Un jour parmi les jours
Son père décida de la marier
Sans lui demander son avis
Et c’est le début d’un grand calvaire […]
Personne ne l’aida
Ni son frère ni sa mère
Zoubida ne savait pas quoi faire
Zoubida se donna la mort.
Des Zoubida y’en a beaucoup
Dont la vie se termine ainsi.»
En ces années-là, années d’engagement contre le racisme anti-arabe – que nous partagions tous deux – cette chanson ne manquait pas d’audace. Oser ainsi dénoncer la tradition patriarcale dans les familles d’origine maghrébine, il fallait le faire. Mais Rachid n’était pas du genre à combattre des oppressions pour en accepter d’autres. Nous avions parlé longuement, et j’avais découvert que le jeune natif d’Oran qui avait débarqué en France à 10 ans, fan d’Elvis autant que de James Brown, était politisé – très à gauche et hostile au communisme moscovite, tout comme moi qui étais trotskiste – et cultivé, ce qui n’était pas très courant dans le milieu du rock. Il s’y connaissait en art, littérature, histoire. Et il m’avait ébloui par son humour : il avait le don du mot d’esprit qui faisait toujours mouche.

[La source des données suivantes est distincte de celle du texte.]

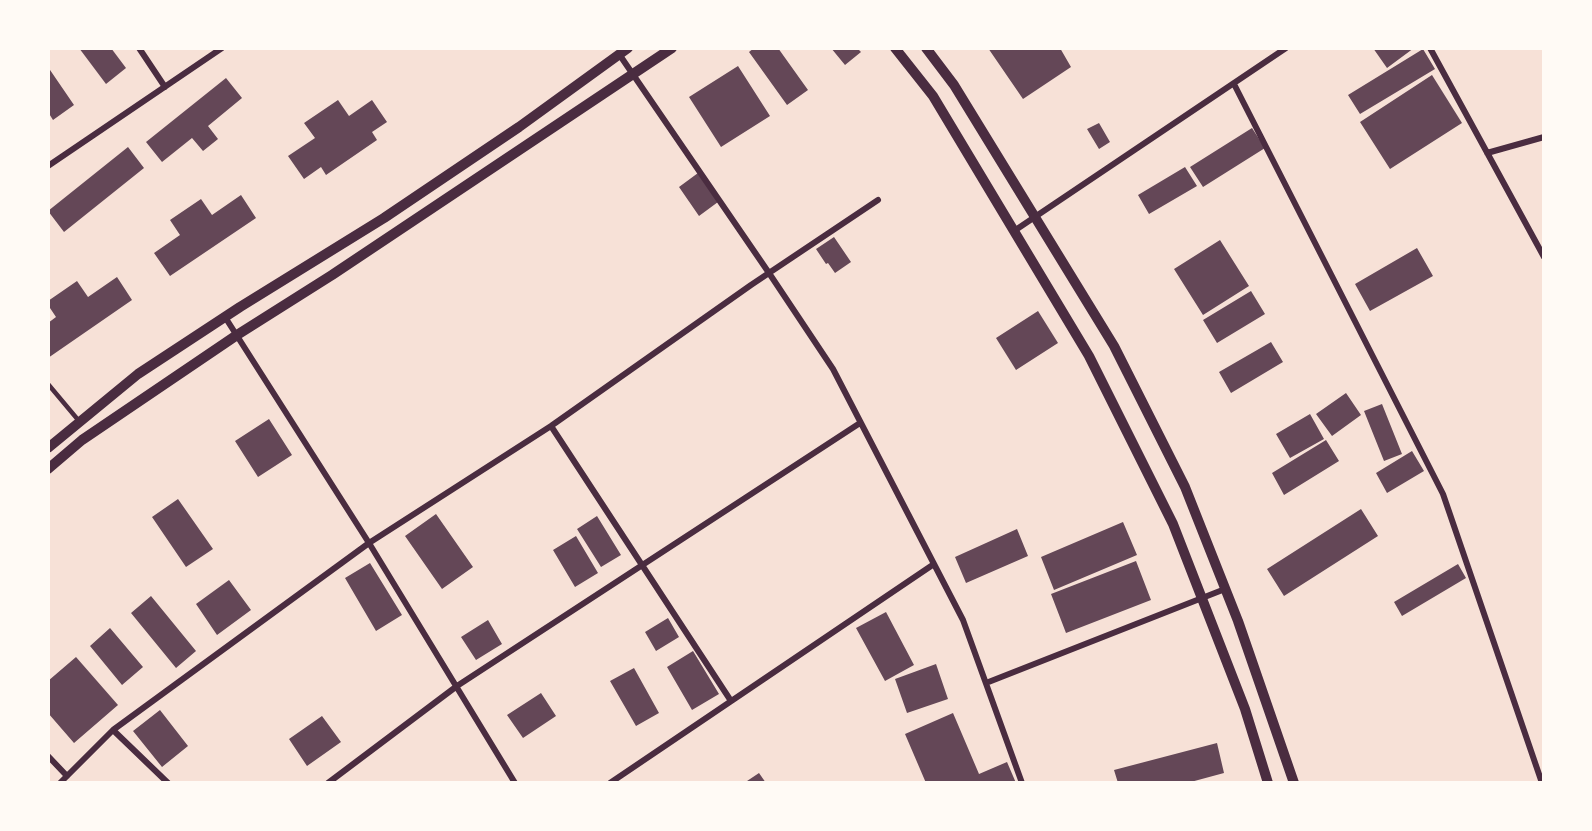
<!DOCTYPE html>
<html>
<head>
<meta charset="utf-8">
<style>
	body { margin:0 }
	#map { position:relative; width:1592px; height:831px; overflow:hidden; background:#f7e1d7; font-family:Jost,sans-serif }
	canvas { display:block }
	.frame { position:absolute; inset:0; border:50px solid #fffaf5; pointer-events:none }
</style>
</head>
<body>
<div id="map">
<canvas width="1592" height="831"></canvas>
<div class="frame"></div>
</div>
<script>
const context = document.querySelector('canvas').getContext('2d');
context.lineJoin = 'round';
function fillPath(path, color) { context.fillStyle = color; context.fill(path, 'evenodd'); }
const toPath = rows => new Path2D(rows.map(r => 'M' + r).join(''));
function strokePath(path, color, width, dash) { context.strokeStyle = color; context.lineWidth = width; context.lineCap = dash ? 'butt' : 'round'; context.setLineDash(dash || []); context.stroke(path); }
fillPath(toPath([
	[79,48,111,48,126,68,106,84],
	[754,48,778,48,808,90,787,105,749,52],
	[831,48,857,48,861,52,845,65],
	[988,48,1060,48,1071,67,1023,99],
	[1373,48,1414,48,1387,68],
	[1423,49,1435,69,1360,114,1348,95],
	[738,66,770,116,721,147,689,97],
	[48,67,74,105,53,120,48,112],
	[1432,75,1462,123,1390,169,1360,122],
	[226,78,242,98,208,126,218,139,203,151,192,138,162,162,146,142],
	[338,100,349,116,372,100,387,122,372,132,377,140,326,175,321,167,304,179,288,156,315,138,304,123],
	[1099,123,1110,142,1099,149,1087,129],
	[1252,128,1265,148,1203,187,1190,167],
	[128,147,144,168,64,232,48,211],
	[1185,167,1197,186,1149,214,1138,195],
	[698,173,718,202,699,216,679,187],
	[241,195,256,218,170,276,154,253,180,235,170,220,201,199,212,215],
	[834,237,851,262,835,273,828,263,826,264,816,249],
	[1220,240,1249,286,1203,315,1174,269],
	[1417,248,1433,276,1370,311,1355,284],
	[117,277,132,300,48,358,48,323,56,317,48,305,48,301,77,281,88,297],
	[1251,291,1265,314,1217,343,1203,320],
	[1038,311,1058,343,1016,370,996,338],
	[1271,342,1283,362,1231,393,1219,372],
	[1346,393,1361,415,1332,436,1316,414],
	[1382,404,1402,454,1384,461,1364,411],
	[1310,414,1324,439,1290,458,1276,434],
	[269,419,292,455,258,477,235,441],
	[1326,440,1339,461,1284,495,1272,473],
	[1412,451,1424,471,1387,493,1376,473],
	[178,499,213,549,186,567,152,517],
	[1361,509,1378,536,1284,596,1267,569],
	[436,514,473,567,442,589,405,536],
	[597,516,621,555,601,567,577,529],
	[1123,522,1137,555,1054,590,1041,557],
	[1017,529,1028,556,966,583,955,557],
	[576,536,598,573,575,587,553,550],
	[1136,561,1151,600,1066,633,1051,594],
	[370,563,402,615,376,631,345,578],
	[1458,564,1466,578,1402,616,1394,602],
	[229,580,251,610,217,635,196,604],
	[151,596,196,651,176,668,131,613],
	[886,612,914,665,885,681,856,628],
	[668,618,679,637,656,651,645,632],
	[488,620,502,644,476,660,461,637],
	[110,628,143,667,122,685,90,646],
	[693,651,719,694,692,710,667,667],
	[76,657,118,705,74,743,48,713,48,681],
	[936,664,948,699,907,713,895,679],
	[634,668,659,713,636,726,610,681],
	[541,693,556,716,523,738,507,715],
	[160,710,188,746,162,767,133,731],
	[953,713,979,774,1007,762,1016,783,926,783,905,734],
	[322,716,341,742,307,766,289,739],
	[1217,743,1224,773,1187,783,1118,783,1114,770],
	[759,773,766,783,744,783]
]), '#644757');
strokePath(toPath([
	[48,384,79,421]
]), '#4a2c40', 4.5);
strokePath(toPath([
	[139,48,165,87],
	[1430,48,1544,257],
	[619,54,769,273,833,369,963,620,1022,783],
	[1234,84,1443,494,1542,783],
	[1487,153,1544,137],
	[48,166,222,48],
	[1014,231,1286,48],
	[225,317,369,543,515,783],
	[551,426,731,701],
	[986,683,1225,589],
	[113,730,168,783],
	[48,756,67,776],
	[60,783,113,730,369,543,551,426,751,285,878,200],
	[328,783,457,686,860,423],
	[610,783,934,564]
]), '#4a2c40', 6);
strokePath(toPath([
	[895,48,933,96,1089,356,1173,524,1245,709,1268,783],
	[926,48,954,85,1114,346,1185,487,1238,621,1294,783],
	[48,448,138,374,240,307,384,218,519,127,628,48],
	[48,469,82,440,237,335,332,275,672,48]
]), '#4a2c40', 10);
</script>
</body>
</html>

C’était à Lyon, quand la ville était réputée pour sa scène rock, et nous formions un tandem revendiquant d’être l’Arabe et le Juif. Pendant près de 40 ans il a tenté de me convaincre qu’il avait sans doute de lointaines origines juives, qui lui seraient venues de son Algérie natale. C’était peut-être vrai, après tout. Mais quelle importance ? Il était de ceux qui aimaient les Juifs – surtout les ashkénazes, me disait-il, mais c’était pour me faire plaisir.

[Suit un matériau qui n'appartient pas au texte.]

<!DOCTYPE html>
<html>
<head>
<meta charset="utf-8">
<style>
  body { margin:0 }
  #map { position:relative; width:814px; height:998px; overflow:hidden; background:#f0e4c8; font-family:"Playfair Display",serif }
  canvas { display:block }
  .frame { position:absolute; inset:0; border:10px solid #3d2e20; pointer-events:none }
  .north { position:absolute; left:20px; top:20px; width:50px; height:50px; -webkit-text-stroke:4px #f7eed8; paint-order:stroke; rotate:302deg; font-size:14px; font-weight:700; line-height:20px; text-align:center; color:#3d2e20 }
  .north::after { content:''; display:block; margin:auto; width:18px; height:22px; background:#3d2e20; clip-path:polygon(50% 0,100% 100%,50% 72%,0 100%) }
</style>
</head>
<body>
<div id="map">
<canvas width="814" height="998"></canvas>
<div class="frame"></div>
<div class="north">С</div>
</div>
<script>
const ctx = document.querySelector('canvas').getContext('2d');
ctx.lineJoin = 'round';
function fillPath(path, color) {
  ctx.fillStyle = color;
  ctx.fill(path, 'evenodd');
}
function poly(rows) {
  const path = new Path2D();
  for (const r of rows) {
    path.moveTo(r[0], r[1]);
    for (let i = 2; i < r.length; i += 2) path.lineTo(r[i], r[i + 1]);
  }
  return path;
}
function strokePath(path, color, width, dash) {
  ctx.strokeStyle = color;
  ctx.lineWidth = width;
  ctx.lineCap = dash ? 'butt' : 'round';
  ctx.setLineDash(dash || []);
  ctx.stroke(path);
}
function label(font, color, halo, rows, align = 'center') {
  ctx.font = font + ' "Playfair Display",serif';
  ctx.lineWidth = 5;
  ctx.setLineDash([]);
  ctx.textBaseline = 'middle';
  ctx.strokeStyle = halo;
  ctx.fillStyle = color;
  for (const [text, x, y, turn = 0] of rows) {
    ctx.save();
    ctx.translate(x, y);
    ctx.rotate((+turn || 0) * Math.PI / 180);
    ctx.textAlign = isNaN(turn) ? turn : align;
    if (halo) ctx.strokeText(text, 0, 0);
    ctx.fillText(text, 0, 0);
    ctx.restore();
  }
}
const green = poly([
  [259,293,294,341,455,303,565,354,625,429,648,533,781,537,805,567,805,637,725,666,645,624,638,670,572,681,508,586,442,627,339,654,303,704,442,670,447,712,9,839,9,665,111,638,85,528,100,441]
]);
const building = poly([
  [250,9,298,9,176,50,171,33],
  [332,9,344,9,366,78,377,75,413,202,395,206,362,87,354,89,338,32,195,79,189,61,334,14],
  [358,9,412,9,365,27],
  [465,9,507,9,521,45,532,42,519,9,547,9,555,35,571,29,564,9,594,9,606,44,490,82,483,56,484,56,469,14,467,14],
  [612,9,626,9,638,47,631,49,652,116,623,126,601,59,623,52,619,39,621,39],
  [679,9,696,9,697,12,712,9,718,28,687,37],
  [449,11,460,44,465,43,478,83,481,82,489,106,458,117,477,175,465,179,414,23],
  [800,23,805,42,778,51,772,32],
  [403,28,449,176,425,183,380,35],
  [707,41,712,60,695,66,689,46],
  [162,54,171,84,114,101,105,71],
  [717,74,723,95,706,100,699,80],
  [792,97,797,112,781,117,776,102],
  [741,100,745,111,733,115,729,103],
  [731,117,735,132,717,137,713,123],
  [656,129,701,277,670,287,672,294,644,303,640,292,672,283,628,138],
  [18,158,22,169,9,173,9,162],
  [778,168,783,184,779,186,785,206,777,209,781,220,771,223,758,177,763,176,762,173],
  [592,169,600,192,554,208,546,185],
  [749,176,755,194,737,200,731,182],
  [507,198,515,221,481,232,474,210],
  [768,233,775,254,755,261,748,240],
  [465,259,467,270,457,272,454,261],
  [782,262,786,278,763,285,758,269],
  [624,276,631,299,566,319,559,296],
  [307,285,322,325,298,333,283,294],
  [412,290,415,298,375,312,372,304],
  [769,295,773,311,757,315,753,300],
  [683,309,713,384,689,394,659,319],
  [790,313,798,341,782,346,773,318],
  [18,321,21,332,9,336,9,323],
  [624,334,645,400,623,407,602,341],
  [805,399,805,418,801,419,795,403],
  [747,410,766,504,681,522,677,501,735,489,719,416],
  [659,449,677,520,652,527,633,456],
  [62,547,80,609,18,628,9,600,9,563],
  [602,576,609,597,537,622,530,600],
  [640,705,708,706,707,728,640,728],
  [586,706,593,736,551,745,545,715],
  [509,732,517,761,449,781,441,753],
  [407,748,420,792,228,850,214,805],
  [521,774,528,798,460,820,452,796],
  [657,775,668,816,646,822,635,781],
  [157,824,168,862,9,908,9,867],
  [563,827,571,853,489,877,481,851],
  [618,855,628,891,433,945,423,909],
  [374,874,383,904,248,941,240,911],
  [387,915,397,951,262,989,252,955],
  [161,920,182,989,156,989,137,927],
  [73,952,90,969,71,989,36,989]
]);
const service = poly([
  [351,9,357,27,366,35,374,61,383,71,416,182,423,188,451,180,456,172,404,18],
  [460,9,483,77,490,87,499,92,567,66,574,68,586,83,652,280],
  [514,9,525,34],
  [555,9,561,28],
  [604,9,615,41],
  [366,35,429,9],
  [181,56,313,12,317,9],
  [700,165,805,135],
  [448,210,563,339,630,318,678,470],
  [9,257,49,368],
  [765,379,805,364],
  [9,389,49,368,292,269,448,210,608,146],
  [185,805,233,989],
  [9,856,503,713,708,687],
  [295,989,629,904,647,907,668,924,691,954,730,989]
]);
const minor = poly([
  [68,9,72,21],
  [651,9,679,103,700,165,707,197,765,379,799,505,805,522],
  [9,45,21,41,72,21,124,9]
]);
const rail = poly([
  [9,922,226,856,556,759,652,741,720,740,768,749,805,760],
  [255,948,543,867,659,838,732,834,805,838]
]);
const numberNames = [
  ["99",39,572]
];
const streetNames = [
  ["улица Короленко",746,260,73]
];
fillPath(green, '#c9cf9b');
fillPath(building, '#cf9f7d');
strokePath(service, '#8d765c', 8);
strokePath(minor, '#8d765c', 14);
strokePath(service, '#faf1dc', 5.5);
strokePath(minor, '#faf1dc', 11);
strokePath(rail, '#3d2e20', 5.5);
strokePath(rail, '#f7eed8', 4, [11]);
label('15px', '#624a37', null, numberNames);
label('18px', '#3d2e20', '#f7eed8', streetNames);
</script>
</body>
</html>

Personne n’a oublié son passage à l‘émission d’Ardisson, où ce «laïque musulman» et partisan du «Coran alternatif», – qu’est-ce qu’il m’avait fait marrer avec cette trouvaille ! –, avait dénoncé le manque de démocratie dans les pays arabes, avant de lancer, en guise d’avertissement aux pro-Palestiniens : «les Juifs, c’est des frères». Et de poursuivre : «Qu’on arrête ces conneries avec ‘’les Juifs tiennent le pouvoir’’». Finissant en beauté, il avait rappelé tout ce que lui-même et certains chanteurs de raï dont les tubes étaient célèbres dans le monde arabo-musulman devaient – pour des textes de chanson, l’organisation de tournées… – précisément à ces Juifs tant honnis. Ce qui lui avait valu pendant des années des flots d’injures et une haine coriace chez les «anti-sionistes» les plus enragés du Maghreb.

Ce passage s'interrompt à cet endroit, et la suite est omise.